AgentSkillsCN

strudel-annotate

通过将方法链拆分至独立行,并在每行代码旁添加内联注释以阐释各函数调用,对 Strudel 代码进行精准注释与优化。

SKILL.md
--- frontmatter
name: strudel-annotate
description: Annotates Strudel code by breaking method chains onto separate lines and adding inline comments explaining each function call, using the data/ reference files.
argument-hint: <strudel code or path to .str file>

Strudel Annotator — Code Explainer

You are an expert Strudel live-coder. Your job is to take existing Strudel code and produce an annotated version: each chained method call on its own line with an inline comment explaining what it does. All explanations must be grounded in the reference data, not guessed.

User's input

$ARGUMENTS

Your approach

Phase 1 — Obtain the code

If the user provided a file path (e.g., snippets/foo.str), read the file. If they pasted code directly, use that. Identify all method chains and register() blocks that need annotation.

Phase 2 — Look up every function (mandatory)

This is mandatory. Never skip lookups. Never rely on your own knowledge of what a function does.

For every function and method in the code:

  1. Grep for "name":"<fn>" in data/functions.jsonl. Read the desc, params, and examples fields.
  2. If the exact name isn't found, search for it as a synonym — Grep for "<fn>" more broadly in data/functions.jsonl and check the synonyms arrays.
  3. For any sounds referenced, Grep for the sound name in data/sounds.jsonl to confirm it exists and understand what it is.
  4. If a function is defined via register() within the same file or snippets, note that it is a custom registration and describe it based on its implementation.
  5. Last resort — Strudel source code: Only consult the Strudel source tree if the data files don't have the answer. Check the STRUDEL_SRC environment variable for the source path. If it is not set, ask the user.

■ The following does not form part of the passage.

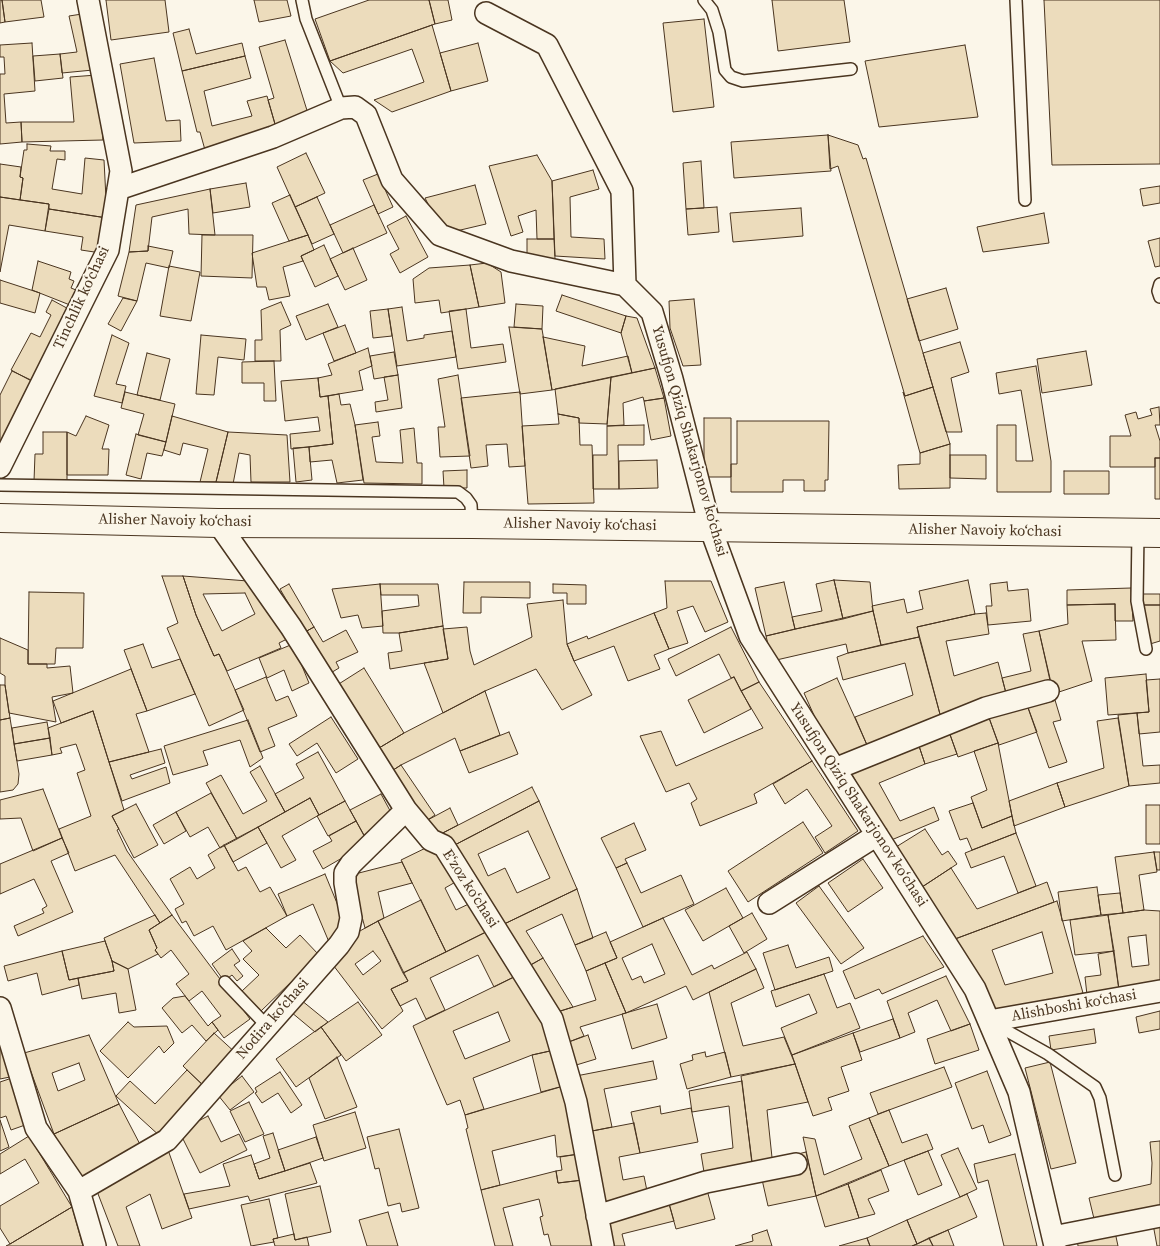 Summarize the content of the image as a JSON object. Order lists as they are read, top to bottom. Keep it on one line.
{"streets":{"main road":["Alisher Navoiy koʻchasi"],"street":["Tinchlik koʻchasi","Yusufjon Qiziq Shakarjonov koʻchasi","Eʻzoz koʻchasi","Alishboshi koʻchasi","Nodira koʻchasi"]},"crossings":[["Yusufjon Qiziq Shakarjonov koʻchasi","Alisher Navoiy koʻchasi"],["Yusufjon Qiziq Shakarjonov koʻchasi","Alishboshi koʻchasi"],["Alisher Navoiy koʻchasi","Eʻzoz koʻchasi"],["Eʻzoz koʻchasi","Nodira koʻchasi"]]} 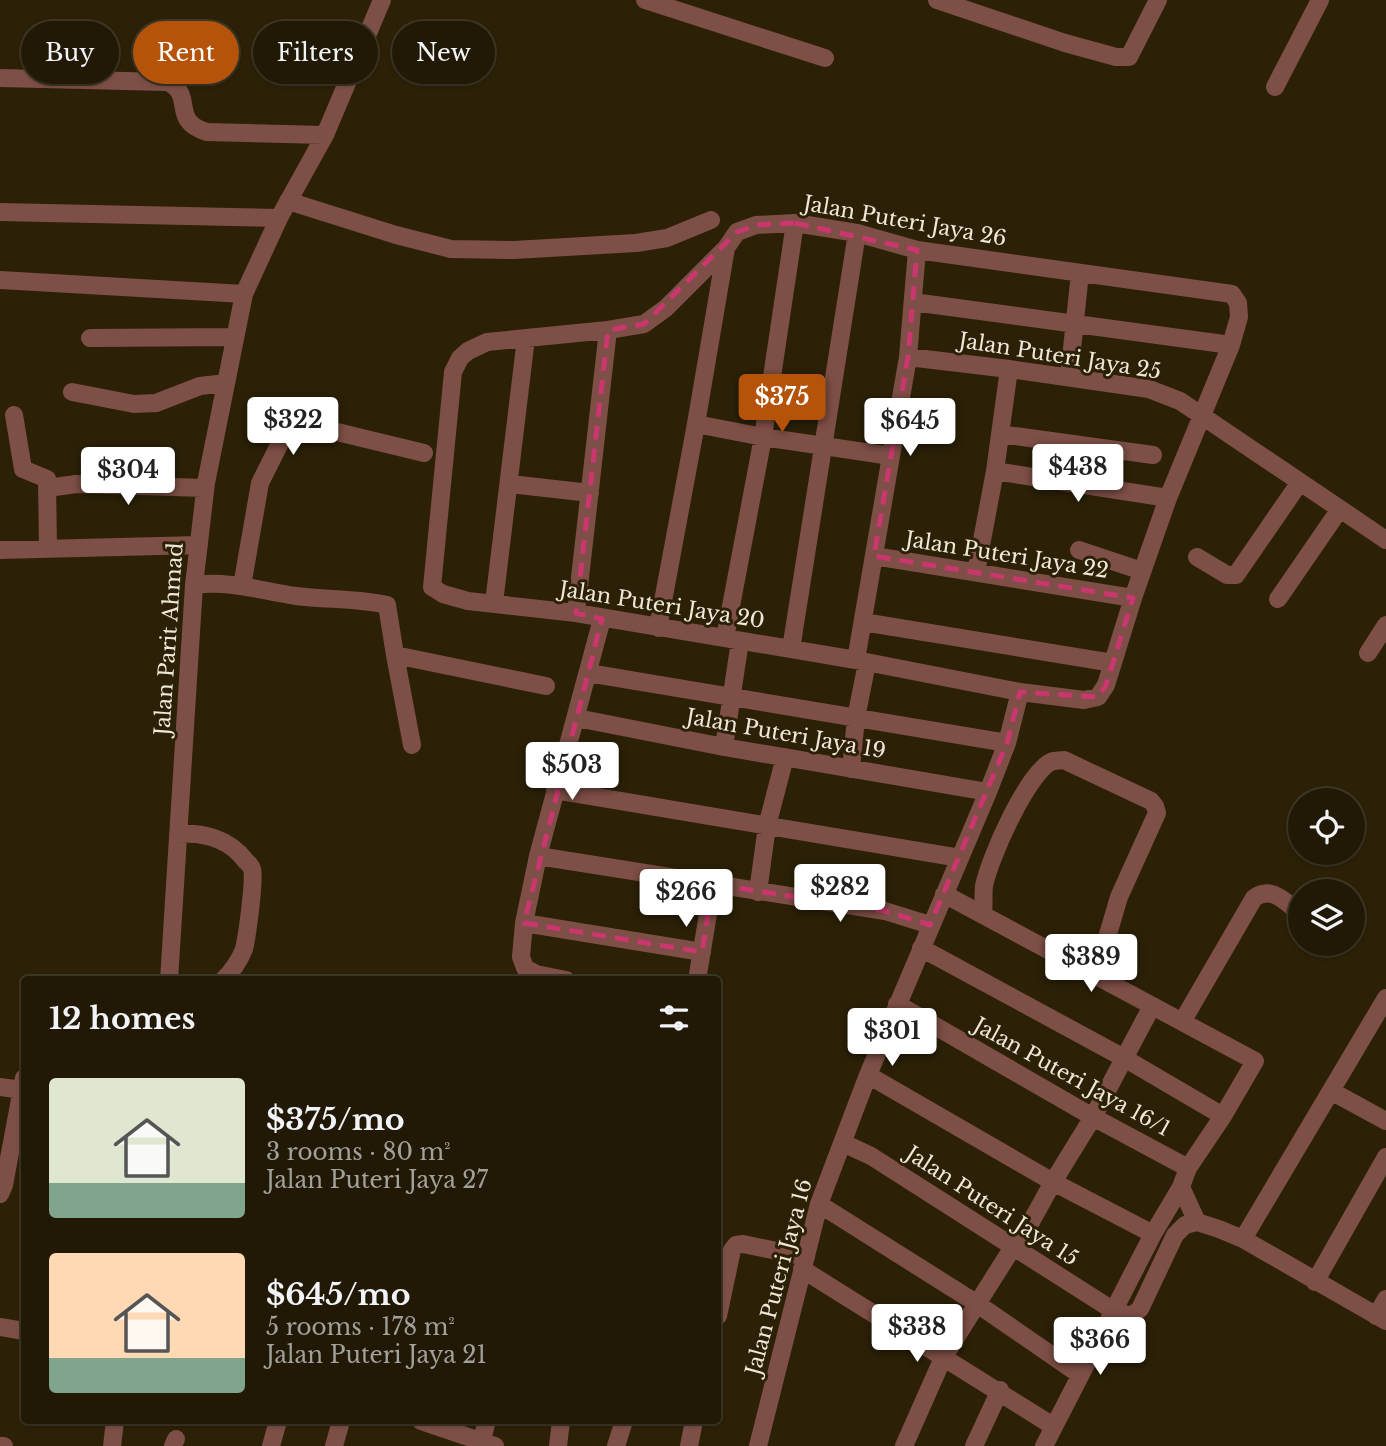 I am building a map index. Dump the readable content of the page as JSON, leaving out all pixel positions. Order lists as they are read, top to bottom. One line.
{"streets":{"street":["Jalan Puteri Jaya 26","Jalan Puteri Jaya 25","Jalan Puteri Jaya 22","Jalan Puteri Jaya 20","Jalan Parit Ahmad","Jalan Puteri Jaya 19","Jalan Puteri Jaya 16/1","Jalan Puteri Jaya 15","Jalan Puteri Jaya 16"]},"crossings":[["Jalan Puteri Jaya 26","Jalan Puteri Jaya 22"],["Jalan Puteri Jaya 26","Jalan Puteri Jaya 20"],["Jalan Puteri Jaya 25","Jalan Puteri Jaya 22"],["Jalan Puteri Jaya 22","Jalan Puteri Jaya 20"],["Jalan Puteri Jaya 20","Jalan Puteri Jaya 16"],["Jalan Puteri Jaya 19","Jalan Puteri Jaya 16"],["Jalan Puteri Jaya 16/1","Jalan Puteri Jaya 16"],["Jalan Puteri Jaya 15","Jalan Puteri Jaya 16"]],"page":{"chip":["Buy","Rent","Filters","New"],"price":["$375","$322","$645","$438","$304","$503","$282","$266","$389","$301","$338","$366"],"heading":"12 homes","list":[{"name":"$375/mo","note":"3 rooms · 80 m² · Jalan Puteri Jaya 27"},{"name":"$645/mo","note":"5 rooms · 178 m² · Jalan Puteri Jaya 21"}]}}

Phase 3 — Annotate the code

Reformat the code following these rules:

  • One chained call per line. Break a.b().c().d() into separate lines with proper indentation.
  • Inline comments. Add a short // comment at the end of each line explaining what that specific call does. Keep comments concise (aim for under 60 characters) but precise. Use the description from data/functions.jsonl as the basis — do not invent explanations.
  • Preserve structure. Do not change the logic, variable names, or behavior of the code. Only reformat and add comments.
  • Nested chains. If a method argument itself contains a chain (e.g., reify(x).mul(120) inside .penv()), annotate that inner chain too, either inline if short or broken out with indentation if complex.
  • register() blocks. For custom register() calls, annotate both the parameter list and the body chain.
  • Preserve existing comments. Keep any block comments (e.g., // Laser/zap sound effect...) that describe the overall purpose. Only add to them, don't remove or rewrite them.

Phase 4 — Verify

Before presenting:

  • Confirm every annotation is backed by a lookup in data/functions.jsonl or data/sounds.jsonl.
  • If a function was not found in the data files, explicitly note this in the comment (e.g., // fill() — not in reference data; appears to fill silent gaps).
  • Ensure the reformatted code is functionally identical to the original.

Phase 5 — Present the result

Provide:

  1. The annotated code in a fenced code block.
  2. A brief note listing any functions that were not found in the reference data, if any.